At another conference on an island off Vancouver a 17-year-old boy confused, amused and deeply impressed a large multi-aged audience one evening by saying “Surely the reason parents have children is to help the parents grow up?”  The book gives a brilliantly articulated case for the involvement of children and adults working and learning together at all ages.

Such a book, and such a vision is what is needed in Canada (as no doubt elsewhere) to create the thoughtful, responsible wise people of the future.  The book is a rare gem, yet two groups of people may not agree.  Abbott and MacTaggart have set their task to draw together and synthesize key findings from a large range of research. Some specialists may feel disappointed that more has not been said about their own disciplines.  From an epistemological perspective, Abbott avoids the reductionism that would make it hard to see where we are going. That is why we find it so hard to see where we are going; there is perhaps an analogy to the financial crisis in the Fall of  2008 that had easily been foreseen by intelligent generalists, but was invisible to professional economic theorists.
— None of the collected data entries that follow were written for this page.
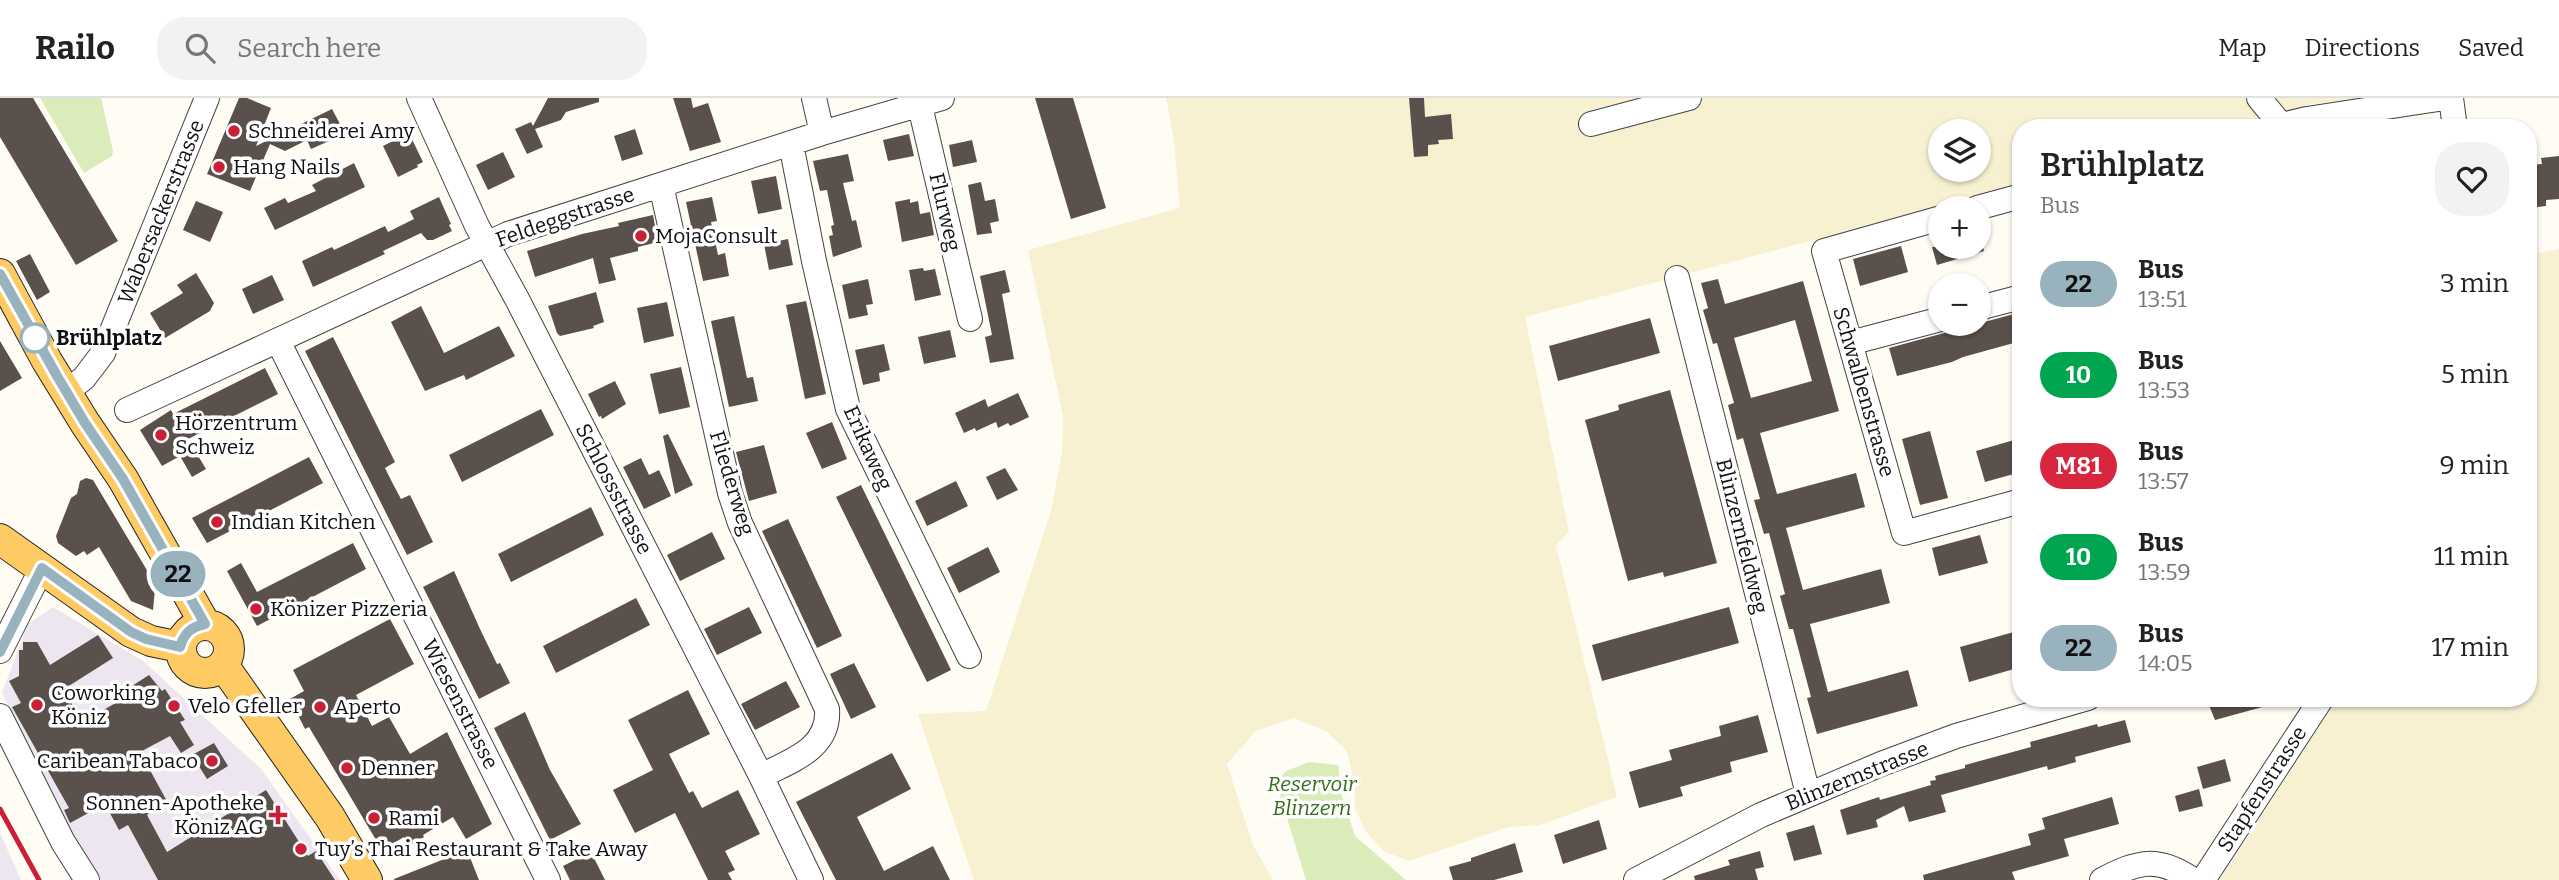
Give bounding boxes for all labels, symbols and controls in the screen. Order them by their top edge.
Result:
search box [157,17,647,80]
text: Railo [35,28,115,68]
icon: search [181,29,219,67]
text: Search here [237,33,381,64]
text: Map [2218,34,2267,62]
text: Directions [2305,34,2420,62]
text: Saved [2458,34,2524,62]
street label: Wabersackerstrasse [112,116,210,308]
place label: Schneiderei Amy [248,118,415,144]
map controls [1928,119,1991,336]
button: layers [1928,119,1991,182]
marker: Schneiderei Amy [226,123,242,139]
button: heart [2435,142,2509,216]
text: Brühlplatz [2040,145,2204,185]
place label: Hang Nails [233,154,340,180]
marker: Hang Nails [211,159,227,175]
street label: Flurweg [923,170,967,254]
street label: Feldeggstrasse [492,181,638,253]
text: Bus [2040,191,2080,219]
button: + [1928,196,1991,259]
place label: MojaConsult [655,223,778,249]
marker: MojaConsult [633,228,649,244]
text: Bus [2138,254,2184,285]
text: 3 min [2440,268,2509,299]
text: 22 [2065,270,2092,298]
button: − [1928,273,1991,336]
text: 13:51 [2138,285,2187,313]
street label: Schwalbenstrasse [1827,304,1901,480]
marker: Brühlplatz [20,323,50,353]
place label: Brühlplatz [56,325,162,351]
text: Bus [2138,345,2184,376]
text: 5 min [2441,359,2509,390]
text: 10 [2066,361,2091,389]
text: 13:53 [2138,376,2190,404]
street label: Erikaweg [838,402,898,495]
place label: Hörzentrum Schweiz [175,410,297,460]
street label: Schlossstrasse [570,419,658,559]
marker: Hörzentrum Schweiz [153,427,169,443]
street label: Fliederweg [704,427,760,539]
text: Bus [2138,436,2184,467]
text: 9 min [2440,450,2509,481]
text: M81 [2056,452,2101,480]
street label: Blinzernfeldweg [1710,456,1774,617]
text: 13:57 [2138,467,2189,495]
place label: Indian Kitchen [231,509,375,535]
marker: Indian Kitchen [209,514,225,530]
text: Bus [2138,527,2184,558]
text: 11 min [2434,541,2509,572]
text: 10 [2066,543,2091,571]
line badge: 22 [146,551,210,597]
text: 13:59 [2138,558,2191,586]
text: 22 [164,560,192,588]
place label: Könizer Pizzeria [270,596,428,622]
marker: Könizer Pizzeria [248,601,264,617]
text: Bus [2138,618,2184,649]
text: 17 min [2431,632,2509,663]
text: 22 [2065,634,2092,662]
street label: Wiesenstrasse [416,635,504,773]
text: 14:05 [2138,649,2193,677]
place label: Coworking Köniz [51,680,156,730]
place label: Velo Gfeller [188,693,302,719]
place label: Aperto [334,694,401,720]
marker: Coworking Köniz [29,697,45,713]
marker: Velo Gfeller [166,698,182,714]
marker: Aperto [312,699,328,715]
street label: Stapfenstrasse [2212,721,2312,857]
street label: Blinzernstrasse [1782,735,1932,817]
place label: Caribean Tabaco [37,748,198,774]
marker: Caribean Tabaco [204,753,220,769]
place label: Denner [361,755,435,781]
marker: Denner [339,760,355,776]
park label: Reservoir Blinzern [1267,771,1358,821]
place label: Sonnen-Apotheke Köniz AG [86,790,264,840]
place label: Rami [388,805,439,831]
marker: Sonnen-Apotheke Köniz AG [270,807,286,823]
marker: Rami [366,810,382,826]
place label: Tuy’s Thai Restaurant & Take Away [315,836,648,862]
marker: Tuy’s Thai Restaurant & Take Away [293,841,309,857]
The second group of people who may find this difficult are much like me, school principals, school administrators, administrators, policy makers and politicians.  We sit within, and on top of mighty organisations – schools, colleges, universities, think tanks and Ministries – each of which has become expert in evaluating itself against the criteria each sets for themselves.  We have come to see our jobs as keeping these organisations ticking over in the way each understands.

But suppose, just suppose for a moment, that Abbott and MacTaggart are right, and it is the very design brief for schools, rooted as it is in nineteenth century reductionist theories, and now littered with endless sticking plasters, revisions and accretions of the last hundred years, that has become problematic.  In that case everything else that is built upon it resembles a house built upon shifting sands

Those of us, and there are many, who have given our entire lives to trying to make a creaking system work, hate to have such a mirror held up to our own most sacred assumptions.  Yet progress is only possible if, once or twice in a generation, someone confronts us with an image in the mirror that makes us feel that we have grown old and stale prematurely.  We have to transform ourselves quickly, or surely we will perish.

This, therefore, is a book for those who can dare to be wisely subversive and remind themselves that “knowing what we now know we no longer have the moral authority to carry on doing what we were once doing”.

All I can do, as a Canadian and a person involved on the international scene, is to urge all my colleagues to read this most carefully.  Personally we have each to look very carefully into that mirror and ask ourselves whether, through not keeping our eyes wide enough open to what is going on around us, we have actually allowed ourselves to become part of the problem.  Once we recognise that we can then become part of the solution.  That will be exciting; uncomfortable, confusing and problematic but, remember this, “In times of change learners inherit the earth while the learned find themselves beautifully equipped for a world that no longer exists” (Eric Heffer).